Republican strategist Karl Rove told oil and gas industry officials Wednesday that President Barack Obama's promises of change may have propelled him to the White House but it was his actions that led voters this week to send a clear message that they aren't happy with what he's done.
The architect behind George W. Bush's two presidential election victories spoke at a conference billed as the largest gathering of drilling interests in the Marcellus Shale region. Outside the conference, more than 300 opponents of fracking - injecting water and other chemicals into the ground to break it up and force gas to the surface - chanted "It's our water, we will fight!" and "Whose water? Our water!"
The protesters contend fracking contaminates groundwater and can release harmful chemicals used in the process, including benzene, into the air near wells.
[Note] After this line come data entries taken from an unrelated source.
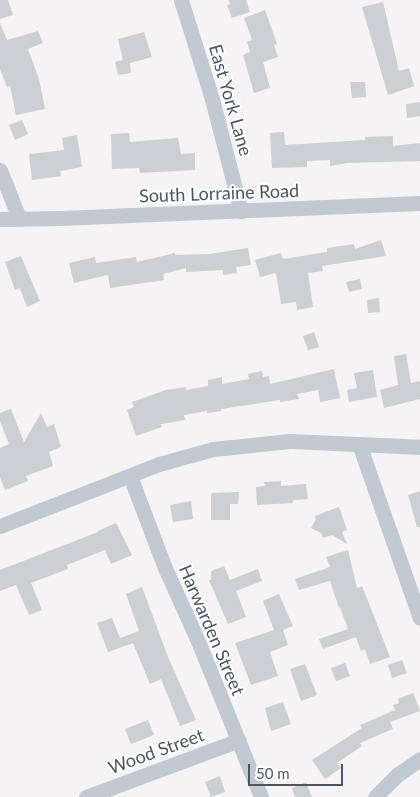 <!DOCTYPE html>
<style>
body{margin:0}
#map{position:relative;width:420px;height:797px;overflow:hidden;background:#f5f3f3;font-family:Lato,sans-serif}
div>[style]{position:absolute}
.building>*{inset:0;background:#cdcfd5}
.minor>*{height:15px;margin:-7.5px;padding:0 7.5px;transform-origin:7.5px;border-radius:7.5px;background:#c1cad2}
span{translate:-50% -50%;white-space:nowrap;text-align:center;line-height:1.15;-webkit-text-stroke:4px #fff;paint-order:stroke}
.street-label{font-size:18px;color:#4a5661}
.scale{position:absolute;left:248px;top:764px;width:95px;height:22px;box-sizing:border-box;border:2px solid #4a5661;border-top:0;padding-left:6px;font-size:15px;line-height:18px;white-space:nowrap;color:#4a5661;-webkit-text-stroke:4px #fff;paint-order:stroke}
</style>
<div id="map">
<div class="building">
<div style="clip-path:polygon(0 0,8px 0,13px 15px,0 19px)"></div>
<div style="clip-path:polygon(229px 0,246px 0,250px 12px,232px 18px,227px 5px,230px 4px)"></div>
<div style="clip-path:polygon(383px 2px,399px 71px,409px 68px,414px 86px,388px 95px,362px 7px)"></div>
<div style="clip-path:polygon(265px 10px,277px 44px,274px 45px,278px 57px,263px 62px,270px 88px,254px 93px,243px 55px,250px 52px,247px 42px,252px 40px,244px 18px)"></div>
<div style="clip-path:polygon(0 23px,7px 40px,38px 31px,43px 43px,28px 49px,39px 79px,45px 109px,16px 115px,10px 86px,7px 87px,0 69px)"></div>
<div style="clip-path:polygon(144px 32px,152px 57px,130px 63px,131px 73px,118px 75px,115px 62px,123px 60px,118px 39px)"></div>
<div style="clip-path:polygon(350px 82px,365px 82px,366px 97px,352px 98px)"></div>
<div style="clip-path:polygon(420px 102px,420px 116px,407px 118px,406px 104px)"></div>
<div style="clip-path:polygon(22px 120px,28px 134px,15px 140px,9px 125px)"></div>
<div style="clip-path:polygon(284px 132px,285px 145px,365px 140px,365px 137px,393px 136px,393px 146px,420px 143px,420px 161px,347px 163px,330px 166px,330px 160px,307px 161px,307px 167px,272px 168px,270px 133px)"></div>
<div style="clip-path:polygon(129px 133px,130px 142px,178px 138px,181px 154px,195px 153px,195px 170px,140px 173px,139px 168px,112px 169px,111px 134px)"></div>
<div style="clip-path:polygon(77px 135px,82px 167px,60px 171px,61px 176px,32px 180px,29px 154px,64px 150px,62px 138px)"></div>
<div style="clip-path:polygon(381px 240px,386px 256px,322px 266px,323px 271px,308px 273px,313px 307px,297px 310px,296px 302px,281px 304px,276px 273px,260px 277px,255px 260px,281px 253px,283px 259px,327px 252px,327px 248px,354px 244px,355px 249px)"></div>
<div style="clip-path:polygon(248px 248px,251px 265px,236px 267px,237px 273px,223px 275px,223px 270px,186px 272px,186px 268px,163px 274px,164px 280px,110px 288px,108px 275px,74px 283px,69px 263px,95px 257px,96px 263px,136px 257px,137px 262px,175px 253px,175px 255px,209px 254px)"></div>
<div style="clip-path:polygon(21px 256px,40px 301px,27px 307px,20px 288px,15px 290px,5px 262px)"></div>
<div style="clip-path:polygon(360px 279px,362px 289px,349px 292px,346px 282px)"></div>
<div style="clip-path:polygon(379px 298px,380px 312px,368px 313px,367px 300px)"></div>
<div style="clip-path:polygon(314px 332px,319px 347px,308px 350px,303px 336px)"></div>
<div style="clip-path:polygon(406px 354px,411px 383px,420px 381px,420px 399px,384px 408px,380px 390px,398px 385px,394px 356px)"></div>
<div style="clip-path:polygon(334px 369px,340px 398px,320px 402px,318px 390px,297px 394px,299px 399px,280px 402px,280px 400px,221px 409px,221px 411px,207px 413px,207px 411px,184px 415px,185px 420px,161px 424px,162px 427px,136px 436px,127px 410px,134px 407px,132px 402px,166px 390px,186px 387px,186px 390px,208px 386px,208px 380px,222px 377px,222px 384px,249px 379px,248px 374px,262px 371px,263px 377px,269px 376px,270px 384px)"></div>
<div style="clip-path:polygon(373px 370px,377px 397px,349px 402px,347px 390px,357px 388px,354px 373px)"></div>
<div style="clip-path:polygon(11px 409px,24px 442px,41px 413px,47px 427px,54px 424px,61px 447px,49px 452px,53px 466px,26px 476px,28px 481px,5px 490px,0 477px,0 448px,9px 444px,0 421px,0 413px)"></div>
<div style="clip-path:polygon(281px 481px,281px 486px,306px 484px,308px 499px,293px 500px,293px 503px,257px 505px,256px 487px,265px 486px,264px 482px)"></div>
<div style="clip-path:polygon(420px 491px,420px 527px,417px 527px,408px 495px)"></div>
<div style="clip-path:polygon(239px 492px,238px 504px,230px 504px,230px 520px,211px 520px,211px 493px)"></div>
<div style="clip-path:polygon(191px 501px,193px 519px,173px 522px,170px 505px)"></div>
<div style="clip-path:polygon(339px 507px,347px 530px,342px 532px,347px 544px,332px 535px,323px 538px,321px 533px,311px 528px,316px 519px,315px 516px)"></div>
<div style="clip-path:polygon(116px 523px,132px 555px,111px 564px,105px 550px,67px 565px,68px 569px,31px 583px,42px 610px,29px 615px,16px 585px,0 591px,0 570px,98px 532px,98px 531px)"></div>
<div style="clip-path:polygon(348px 550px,357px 588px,362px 586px,390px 657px,370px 664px,365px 649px,361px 651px,356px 637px,323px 649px,319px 639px,348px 629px,340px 607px,339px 608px,330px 581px,299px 590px,295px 579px,330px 567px,326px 557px)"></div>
<div style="clip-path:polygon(224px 566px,230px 580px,258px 569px,262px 581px,236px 591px,246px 617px,228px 624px,209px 580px,211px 580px,211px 571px)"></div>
<div style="clip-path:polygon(142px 587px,168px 657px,196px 720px,180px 726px,161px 679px,150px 684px,133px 643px,108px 652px,97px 623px,112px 618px,120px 638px,139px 631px,126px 594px)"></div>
<div style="clip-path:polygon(279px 594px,293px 626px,283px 630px,288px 645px,270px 652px,278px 676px,251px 685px,235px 643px,274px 630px,263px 601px)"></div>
<div style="clip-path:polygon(402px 660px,407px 673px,392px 678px,388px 665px)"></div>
<div style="clip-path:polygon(345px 663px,350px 676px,336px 681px,331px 668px)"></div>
<div style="clip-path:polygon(305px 664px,317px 695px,301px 701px,290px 669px)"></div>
<div style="clip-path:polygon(413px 693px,420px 711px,390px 722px,393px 729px,360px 743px,362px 746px,337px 763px,341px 768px,325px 779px,312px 760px,362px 728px,360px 725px,395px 710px,393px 705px,399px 703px,398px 699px)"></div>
<div style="clip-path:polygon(283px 702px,291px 724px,271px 731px,265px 708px)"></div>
<div style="clip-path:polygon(148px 720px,154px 735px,131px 744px,125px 729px)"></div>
<div style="clip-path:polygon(220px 776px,225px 792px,211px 797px,205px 782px)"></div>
<div style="clip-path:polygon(306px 782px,312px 797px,295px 797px,292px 788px)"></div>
</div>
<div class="minor">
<div style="left:181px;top:0;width:104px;rotate:72.6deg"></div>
<div style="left:212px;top:99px;width:116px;rotate:75.5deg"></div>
<div style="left:0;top:170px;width:52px;rotate:68.4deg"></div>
<div style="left:0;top:219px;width:61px;rotate:-0.9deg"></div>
<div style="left:61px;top:218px;width:359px;rotate:-2.4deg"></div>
<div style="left:359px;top:444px;width:184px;rotate:70.7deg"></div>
<div style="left:130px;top:476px;width:98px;rotate:69.2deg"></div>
<div style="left:165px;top:568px;width:80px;rotate:65.7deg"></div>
<div style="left:198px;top:641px;width:168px;rotate:68deg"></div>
<div style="left:0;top:526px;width:171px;rotate:-21.3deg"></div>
<div style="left:159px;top:464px;width:56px;rotate:-15.5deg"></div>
<div style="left:213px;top:449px;width:77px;rotate:-5.9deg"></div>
<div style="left:290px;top:441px;width:130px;rotate:2.6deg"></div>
<div style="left:86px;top:797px;width:163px;rotate:-20.4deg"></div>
<div style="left:375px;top:797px;width:31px;rotate:-45deg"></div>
<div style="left:397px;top:775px;width:28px;rotate:-35deg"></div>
</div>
<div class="street-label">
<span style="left:231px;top:100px;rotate:74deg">East York Lane</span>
<span style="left:219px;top:193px;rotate:-2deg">South Lorraine Road</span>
<span style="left:212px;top:630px;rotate:67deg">Harwarden Street</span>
<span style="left:156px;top:751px;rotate:-20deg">Wood Street</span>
</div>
<div class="scale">50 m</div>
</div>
Appearing the day after the midterm elections, Rove touched on drilling briefly, saying he believes the political climate now will take everyone "back to a period of sensible regulations." But he spent most of his time talking about why Republicans won Tuesday night.
Rove said Obama's tone, the state of the economy and health care legislation are all things that drove tea party followers and independents to the polls. Obama failed to capitalize on what brought him to the Oval Office, Rove said.
"He had a unique moment to turn the page and usher in a new era, but it didn't happen," Rove said.
Going forward, Rove said there will be some gridlock but it's up to Obama to set a new, more conciliatory tone.
The protesters gathered outside the downtown convention center where Rove spoke zeroed in on drilling and, more specifically, the fracking process used to get natural gas from the Marcellus Shale, a vast rock formation under New York, Pennsylvania, West Virginia and Ohio.
While many in the crowd called for a ban on all gas drilling, and some were anti-capitalists, others were pushing primarily for a ban or tight regulations on fracking.
Chris Maresca, 28, of Pittsburgh, walked his dog, Baloo, a mutt that had a sandwich board with "I Hate Karl Rove" on one side and "I love Clean Rivers" on the other. He said he isn't against drilling entirely.
"Just the fracking. I have no problem with industry and creating jobs, but doing it at the expense of our health doesn't make any sense to me," Maresca said.
The protesters carried banners as they marched from Pittsburgh's North Side across a river and down a downtown street to a small stage near the convention center. Some held pinatas shaped like oil derricks that were smashed open with sticks, littering the street with candy.
Josh Fox, whose documentary about the dangers of fracking, "Gasland," was featured on HBO, told the crowd that civil disobedience may be needed to ban fracking. He said the drilling industry is lying by characterizing natural gas as "clean alternative fuel."
"This is the fossil fuel industry's big push to kill renewable energy. This is the battleground for climate change, this is the battleground for renewable energy," Fox said.
The protesters reacted loudly when Pittsburgh City Councilman Doug Shields told them the panel has proposed a citywide fracking ban that he claims has a veto-proof six-vote backing.
Mark McConville, a conference attendee, uses natural gas at his Airport Express Limousine Service in Birmingham, Ala., which features compressed natural gas-burning vehicles. He drove one to the conference, and believes it's unrealistic to think there's no downside to any new technology.
"There's always a downside," McConville said. "But I don't believe anybody in the industry's intentionally trying to give us bad drinking water."